# TRY IT
Search the listing for "compass" and copy every line where it appears.
*** Opening SUPPLIED INFORMATION ***
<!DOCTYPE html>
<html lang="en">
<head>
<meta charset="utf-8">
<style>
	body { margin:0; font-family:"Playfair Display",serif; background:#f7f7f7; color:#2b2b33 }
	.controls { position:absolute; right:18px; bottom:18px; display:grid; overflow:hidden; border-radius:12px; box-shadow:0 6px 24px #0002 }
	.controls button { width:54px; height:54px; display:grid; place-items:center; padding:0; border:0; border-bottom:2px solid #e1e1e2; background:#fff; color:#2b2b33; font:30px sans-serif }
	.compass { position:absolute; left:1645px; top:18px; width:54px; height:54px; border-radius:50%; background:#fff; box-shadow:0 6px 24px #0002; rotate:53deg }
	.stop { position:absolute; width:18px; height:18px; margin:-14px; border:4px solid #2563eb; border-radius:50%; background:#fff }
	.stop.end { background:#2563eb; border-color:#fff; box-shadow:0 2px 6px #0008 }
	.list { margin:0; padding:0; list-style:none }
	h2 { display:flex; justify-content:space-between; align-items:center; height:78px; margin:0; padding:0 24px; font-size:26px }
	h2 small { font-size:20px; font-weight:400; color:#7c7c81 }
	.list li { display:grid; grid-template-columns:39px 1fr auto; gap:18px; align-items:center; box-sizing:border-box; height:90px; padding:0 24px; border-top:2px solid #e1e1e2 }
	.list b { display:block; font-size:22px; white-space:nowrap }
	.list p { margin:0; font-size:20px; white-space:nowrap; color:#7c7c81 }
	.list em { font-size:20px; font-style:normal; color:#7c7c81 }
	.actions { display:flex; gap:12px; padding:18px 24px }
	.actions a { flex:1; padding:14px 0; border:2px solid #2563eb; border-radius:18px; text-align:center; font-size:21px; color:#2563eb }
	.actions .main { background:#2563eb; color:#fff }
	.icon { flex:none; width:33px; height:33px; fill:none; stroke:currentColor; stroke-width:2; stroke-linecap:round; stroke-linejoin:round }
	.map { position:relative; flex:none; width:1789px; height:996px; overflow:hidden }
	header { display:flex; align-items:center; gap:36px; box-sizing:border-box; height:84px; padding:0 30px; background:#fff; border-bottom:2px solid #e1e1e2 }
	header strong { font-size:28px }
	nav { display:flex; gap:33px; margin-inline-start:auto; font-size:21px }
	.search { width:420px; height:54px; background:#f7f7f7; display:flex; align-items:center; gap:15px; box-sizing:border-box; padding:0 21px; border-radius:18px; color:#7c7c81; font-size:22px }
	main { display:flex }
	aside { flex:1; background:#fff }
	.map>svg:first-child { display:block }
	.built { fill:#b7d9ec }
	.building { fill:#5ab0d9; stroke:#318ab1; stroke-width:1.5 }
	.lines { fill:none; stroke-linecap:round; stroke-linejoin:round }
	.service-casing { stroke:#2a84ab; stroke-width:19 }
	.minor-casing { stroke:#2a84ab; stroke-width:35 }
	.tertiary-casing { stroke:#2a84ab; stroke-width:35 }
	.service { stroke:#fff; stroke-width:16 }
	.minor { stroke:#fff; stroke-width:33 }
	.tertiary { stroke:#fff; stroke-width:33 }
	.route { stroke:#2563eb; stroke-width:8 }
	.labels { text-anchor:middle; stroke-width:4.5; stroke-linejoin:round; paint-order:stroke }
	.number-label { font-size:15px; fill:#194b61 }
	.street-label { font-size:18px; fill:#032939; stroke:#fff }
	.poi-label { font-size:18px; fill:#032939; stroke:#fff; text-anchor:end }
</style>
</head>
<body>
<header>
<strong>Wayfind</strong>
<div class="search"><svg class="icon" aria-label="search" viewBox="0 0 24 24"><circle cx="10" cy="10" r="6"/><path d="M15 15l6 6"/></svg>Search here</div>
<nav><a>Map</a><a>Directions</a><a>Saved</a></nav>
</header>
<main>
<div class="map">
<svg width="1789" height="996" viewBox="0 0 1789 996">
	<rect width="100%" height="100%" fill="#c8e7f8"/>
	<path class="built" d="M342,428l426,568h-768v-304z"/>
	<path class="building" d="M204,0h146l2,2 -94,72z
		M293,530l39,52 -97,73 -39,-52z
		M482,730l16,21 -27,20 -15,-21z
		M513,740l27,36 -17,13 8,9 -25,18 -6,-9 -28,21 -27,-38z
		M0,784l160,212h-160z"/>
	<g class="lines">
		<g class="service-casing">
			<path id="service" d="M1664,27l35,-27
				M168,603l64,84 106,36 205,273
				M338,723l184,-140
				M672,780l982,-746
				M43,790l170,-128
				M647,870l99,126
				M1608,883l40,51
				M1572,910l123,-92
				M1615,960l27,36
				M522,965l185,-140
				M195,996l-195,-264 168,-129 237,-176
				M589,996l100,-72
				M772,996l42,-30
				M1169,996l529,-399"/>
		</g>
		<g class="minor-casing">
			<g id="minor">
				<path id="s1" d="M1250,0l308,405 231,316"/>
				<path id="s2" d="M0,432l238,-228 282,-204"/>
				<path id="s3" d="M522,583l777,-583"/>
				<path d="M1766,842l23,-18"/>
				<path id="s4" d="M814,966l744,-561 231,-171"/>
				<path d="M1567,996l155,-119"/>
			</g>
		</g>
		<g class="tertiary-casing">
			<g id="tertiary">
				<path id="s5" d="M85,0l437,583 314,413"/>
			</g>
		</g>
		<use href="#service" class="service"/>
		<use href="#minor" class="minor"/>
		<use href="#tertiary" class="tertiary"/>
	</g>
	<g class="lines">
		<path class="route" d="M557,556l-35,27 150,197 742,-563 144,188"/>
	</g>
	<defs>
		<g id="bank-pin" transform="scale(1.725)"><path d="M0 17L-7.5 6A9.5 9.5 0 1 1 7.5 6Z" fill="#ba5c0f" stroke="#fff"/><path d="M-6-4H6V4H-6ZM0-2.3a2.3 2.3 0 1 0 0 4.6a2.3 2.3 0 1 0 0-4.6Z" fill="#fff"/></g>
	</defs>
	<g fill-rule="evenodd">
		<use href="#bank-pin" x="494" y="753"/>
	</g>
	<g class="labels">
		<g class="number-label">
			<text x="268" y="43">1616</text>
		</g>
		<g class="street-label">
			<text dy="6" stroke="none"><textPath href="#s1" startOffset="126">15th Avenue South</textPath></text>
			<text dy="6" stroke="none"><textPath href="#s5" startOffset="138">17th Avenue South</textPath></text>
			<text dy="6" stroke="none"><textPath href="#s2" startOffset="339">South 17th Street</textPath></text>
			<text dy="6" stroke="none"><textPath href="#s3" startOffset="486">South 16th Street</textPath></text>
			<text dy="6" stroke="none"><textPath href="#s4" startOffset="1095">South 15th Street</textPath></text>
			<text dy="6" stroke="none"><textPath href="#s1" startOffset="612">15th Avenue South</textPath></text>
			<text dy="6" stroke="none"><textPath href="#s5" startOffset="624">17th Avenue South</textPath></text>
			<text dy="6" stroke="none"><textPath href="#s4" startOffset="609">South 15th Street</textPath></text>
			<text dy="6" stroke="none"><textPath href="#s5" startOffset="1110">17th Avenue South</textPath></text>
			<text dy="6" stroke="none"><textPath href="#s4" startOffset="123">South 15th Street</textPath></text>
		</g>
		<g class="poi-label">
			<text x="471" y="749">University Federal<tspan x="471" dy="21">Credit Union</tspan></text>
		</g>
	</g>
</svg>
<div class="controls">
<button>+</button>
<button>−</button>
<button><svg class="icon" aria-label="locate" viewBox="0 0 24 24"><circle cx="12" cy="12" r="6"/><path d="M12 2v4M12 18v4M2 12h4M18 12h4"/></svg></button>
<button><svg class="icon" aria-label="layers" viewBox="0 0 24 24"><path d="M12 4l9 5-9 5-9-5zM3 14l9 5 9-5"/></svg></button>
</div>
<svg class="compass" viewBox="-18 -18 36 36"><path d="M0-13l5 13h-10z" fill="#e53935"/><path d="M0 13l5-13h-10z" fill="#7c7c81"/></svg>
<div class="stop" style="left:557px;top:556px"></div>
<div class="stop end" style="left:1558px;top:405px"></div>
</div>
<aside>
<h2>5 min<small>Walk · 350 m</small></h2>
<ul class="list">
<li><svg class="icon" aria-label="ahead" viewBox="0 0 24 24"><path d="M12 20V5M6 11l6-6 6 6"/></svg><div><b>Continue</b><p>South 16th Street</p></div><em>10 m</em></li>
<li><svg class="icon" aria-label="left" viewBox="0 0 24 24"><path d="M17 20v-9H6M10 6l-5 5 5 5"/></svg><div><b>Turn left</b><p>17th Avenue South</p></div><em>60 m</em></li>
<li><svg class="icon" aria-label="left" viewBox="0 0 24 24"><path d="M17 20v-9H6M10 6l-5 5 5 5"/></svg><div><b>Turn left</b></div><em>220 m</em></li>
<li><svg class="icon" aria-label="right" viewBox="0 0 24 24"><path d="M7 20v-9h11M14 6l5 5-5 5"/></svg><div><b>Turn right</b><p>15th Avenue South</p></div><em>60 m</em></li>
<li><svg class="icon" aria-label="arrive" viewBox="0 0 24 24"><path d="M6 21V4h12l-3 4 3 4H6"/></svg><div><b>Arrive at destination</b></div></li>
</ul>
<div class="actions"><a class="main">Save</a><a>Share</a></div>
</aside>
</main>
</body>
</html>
*** Closing SUPPLIED INFORMATION ***
# TASK SOLUTION
	.compass { position:absolute; left:1645px; top:18px; width:54px; height:54px; border-radius:50%; background:#fff; box-shadow:0 6px 24px #0002; rotate:53deg }
<svg class="compass" viewBox="-18 -18 36 36"><path d="M0-13l5 13h-10z" fill="#e53935"/><path d="M0 13l5-13h-10z" fill="#7c7c81"/></svg>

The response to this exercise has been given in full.